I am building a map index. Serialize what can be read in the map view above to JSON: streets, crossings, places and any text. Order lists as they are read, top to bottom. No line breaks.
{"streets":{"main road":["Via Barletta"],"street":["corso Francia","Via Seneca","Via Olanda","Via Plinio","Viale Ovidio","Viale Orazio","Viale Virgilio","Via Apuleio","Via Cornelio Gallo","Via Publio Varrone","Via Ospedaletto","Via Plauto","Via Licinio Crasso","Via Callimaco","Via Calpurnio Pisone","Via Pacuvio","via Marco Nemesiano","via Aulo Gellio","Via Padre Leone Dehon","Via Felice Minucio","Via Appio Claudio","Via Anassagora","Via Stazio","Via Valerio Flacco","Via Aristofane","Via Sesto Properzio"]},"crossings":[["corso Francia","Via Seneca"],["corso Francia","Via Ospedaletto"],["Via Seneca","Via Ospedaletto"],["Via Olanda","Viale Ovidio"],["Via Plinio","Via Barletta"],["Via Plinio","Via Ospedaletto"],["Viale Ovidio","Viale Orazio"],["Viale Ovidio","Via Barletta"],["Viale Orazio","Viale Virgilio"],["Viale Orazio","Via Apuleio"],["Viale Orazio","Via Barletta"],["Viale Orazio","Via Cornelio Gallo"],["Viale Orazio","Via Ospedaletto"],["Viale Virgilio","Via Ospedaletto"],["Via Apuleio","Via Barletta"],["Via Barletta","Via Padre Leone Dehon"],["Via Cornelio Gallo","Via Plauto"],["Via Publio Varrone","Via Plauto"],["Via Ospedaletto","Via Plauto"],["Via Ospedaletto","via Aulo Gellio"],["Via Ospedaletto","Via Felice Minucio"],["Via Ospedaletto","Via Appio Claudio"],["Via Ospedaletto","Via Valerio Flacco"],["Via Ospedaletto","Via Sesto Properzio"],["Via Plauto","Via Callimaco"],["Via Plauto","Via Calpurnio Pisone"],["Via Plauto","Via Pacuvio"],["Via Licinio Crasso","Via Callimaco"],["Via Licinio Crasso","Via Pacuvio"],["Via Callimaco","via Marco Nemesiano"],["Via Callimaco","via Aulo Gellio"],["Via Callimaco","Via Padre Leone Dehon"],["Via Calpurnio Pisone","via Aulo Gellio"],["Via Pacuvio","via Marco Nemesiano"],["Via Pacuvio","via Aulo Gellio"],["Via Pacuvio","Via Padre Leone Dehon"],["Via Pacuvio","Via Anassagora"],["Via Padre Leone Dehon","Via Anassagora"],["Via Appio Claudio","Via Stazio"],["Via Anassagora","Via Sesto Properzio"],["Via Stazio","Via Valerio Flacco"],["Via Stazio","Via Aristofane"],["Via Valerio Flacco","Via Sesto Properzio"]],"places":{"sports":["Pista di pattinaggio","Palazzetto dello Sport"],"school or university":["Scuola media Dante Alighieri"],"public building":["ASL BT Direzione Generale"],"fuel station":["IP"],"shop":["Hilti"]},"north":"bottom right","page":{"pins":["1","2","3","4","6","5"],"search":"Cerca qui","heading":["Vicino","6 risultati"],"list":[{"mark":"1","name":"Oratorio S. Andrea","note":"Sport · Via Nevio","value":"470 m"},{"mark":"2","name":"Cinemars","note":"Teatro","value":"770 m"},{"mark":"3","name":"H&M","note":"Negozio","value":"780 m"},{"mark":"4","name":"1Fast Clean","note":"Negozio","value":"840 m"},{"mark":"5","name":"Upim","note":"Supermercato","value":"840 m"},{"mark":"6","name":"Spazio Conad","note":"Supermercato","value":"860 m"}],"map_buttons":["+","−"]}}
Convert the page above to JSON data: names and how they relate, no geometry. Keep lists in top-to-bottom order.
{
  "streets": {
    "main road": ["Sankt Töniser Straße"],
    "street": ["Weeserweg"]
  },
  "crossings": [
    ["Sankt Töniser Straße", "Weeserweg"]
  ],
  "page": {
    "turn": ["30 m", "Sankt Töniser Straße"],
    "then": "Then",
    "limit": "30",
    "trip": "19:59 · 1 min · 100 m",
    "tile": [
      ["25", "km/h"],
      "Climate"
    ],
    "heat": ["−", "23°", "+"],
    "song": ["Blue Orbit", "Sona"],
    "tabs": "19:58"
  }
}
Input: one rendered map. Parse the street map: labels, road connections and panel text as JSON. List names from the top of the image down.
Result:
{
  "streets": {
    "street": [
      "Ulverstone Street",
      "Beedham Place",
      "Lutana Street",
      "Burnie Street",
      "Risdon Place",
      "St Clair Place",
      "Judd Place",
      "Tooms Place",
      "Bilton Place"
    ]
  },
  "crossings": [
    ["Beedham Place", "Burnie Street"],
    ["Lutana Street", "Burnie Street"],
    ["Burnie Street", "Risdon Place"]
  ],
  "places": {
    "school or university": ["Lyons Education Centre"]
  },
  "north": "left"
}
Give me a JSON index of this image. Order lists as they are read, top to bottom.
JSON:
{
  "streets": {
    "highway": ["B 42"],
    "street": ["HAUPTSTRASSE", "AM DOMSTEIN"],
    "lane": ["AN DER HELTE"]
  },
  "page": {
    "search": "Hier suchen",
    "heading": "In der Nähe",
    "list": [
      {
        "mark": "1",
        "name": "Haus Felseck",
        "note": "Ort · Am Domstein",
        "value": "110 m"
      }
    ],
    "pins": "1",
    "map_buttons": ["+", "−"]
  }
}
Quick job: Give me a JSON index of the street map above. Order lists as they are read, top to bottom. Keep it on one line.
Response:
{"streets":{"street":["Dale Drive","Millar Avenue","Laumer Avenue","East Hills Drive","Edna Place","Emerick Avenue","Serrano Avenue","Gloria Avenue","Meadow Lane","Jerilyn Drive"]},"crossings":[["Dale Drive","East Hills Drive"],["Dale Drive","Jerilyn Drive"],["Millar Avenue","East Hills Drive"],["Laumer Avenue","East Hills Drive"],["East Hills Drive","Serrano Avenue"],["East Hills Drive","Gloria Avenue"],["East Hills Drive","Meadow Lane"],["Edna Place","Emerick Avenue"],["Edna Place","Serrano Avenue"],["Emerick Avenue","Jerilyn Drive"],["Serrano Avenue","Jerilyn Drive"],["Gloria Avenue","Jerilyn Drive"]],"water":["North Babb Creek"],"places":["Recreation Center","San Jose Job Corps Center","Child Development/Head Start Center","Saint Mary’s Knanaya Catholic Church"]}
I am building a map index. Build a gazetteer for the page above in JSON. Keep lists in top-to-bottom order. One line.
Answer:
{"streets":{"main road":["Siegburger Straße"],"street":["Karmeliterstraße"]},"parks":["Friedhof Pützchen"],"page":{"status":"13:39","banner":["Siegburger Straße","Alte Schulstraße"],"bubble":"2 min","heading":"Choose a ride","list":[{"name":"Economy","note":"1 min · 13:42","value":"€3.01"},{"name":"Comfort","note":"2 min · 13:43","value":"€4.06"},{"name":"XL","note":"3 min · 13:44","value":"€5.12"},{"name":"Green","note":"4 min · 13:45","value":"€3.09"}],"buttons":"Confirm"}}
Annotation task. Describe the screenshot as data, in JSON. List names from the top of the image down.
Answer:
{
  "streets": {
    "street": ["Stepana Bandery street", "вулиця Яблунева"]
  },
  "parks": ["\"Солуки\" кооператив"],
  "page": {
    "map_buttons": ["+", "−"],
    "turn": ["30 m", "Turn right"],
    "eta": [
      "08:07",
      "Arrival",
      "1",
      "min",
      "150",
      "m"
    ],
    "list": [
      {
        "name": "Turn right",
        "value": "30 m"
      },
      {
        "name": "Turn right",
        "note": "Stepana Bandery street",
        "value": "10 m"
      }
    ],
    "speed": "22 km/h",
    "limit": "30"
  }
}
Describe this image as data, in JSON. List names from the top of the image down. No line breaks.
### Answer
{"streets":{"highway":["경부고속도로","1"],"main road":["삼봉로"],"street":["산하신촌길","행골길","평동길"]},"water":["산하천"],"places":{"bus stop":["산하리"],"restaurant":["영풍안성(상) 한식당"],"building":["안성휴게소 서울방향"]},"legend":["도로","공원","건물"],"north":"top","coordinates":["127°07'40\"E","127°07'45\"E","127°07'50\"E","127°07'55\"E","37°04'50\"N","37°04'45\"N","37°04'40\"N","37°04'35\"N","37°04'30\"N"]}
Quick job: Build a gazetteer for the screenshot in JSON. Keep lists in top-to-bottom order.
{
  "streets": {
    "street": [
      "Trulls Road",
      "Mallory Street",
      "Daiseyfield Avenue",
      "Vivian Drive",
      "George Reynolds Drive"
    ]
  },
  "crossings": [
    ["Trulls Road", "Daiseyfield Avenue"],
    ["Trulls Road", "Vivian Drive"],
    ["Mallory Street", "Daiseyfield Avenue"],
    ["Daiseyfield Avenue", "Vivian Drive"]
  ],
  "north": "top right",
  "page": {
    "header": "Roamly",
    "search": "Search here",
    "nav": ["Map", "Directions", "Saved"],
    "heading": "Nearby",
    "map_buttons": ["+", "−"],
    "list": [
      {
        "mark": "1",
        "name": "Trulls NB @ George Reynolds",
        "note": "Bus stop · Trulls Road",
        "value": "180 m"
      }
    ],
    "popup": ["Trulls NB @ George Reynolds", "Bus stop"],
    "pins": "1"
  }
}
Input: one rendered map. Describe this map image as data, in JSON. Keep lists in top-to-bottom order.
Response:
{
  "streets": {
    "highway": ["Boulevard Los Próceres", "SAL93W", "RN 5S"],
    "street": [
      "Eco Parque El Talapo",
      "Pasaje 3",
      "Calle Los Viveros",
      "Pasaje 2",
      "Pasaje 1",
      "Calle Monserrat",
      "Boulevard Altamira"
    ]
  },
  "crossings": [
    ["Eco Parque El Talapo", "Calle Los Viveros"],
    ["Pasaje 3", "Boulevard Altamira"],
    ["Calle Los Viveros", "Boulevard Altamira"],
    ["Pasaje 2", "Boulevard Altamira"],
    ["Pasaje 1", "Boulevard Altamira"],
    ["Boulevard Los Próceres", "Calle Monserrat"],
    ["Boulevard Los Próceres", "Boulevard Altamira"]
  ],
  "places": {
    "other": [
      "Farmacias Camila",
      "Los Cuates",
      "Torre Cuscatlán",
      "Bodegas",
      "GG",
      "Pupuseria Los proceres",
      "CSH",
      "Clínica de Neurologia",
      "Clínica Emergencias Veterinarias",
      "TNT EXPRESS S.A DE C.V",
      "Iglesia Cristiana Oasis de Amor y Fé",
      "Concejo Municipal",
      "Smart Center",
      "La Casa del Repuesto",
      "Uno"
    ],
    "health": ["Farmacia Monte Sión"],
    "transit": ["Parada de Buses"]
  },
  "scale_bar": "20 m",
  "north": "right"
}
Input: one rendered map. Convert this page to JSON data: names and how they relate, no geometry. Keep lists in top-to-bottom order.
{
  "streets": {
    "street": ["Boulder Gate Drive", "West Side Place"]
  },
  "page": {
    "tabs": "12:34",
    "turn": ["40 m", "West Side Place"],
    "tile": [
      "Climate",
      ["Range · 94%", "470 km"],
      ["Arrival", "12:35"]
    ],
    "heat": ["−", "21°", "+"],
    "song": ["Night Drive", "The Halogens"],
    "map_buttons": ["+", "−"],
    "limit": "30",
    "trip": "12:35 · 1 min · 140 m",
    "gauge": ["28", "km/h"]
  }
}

____________________

Your assignment = Among the lines above, find those with the string "this" and copy them.

Response to the exercise =
Give me a JSON index of this image. Order lists as they are read, top to bottom.
Describe this image as data, in JSON. List names from the top of the image down. No line breaks.
Input: one rendered map. Describe this map image as data, in JSON. Keep lists in top-to-bottom order.
Input: one rendered map. Convert this page to JSON data: names and how they relate, no geometry. Keep lists in top-to-bottom order.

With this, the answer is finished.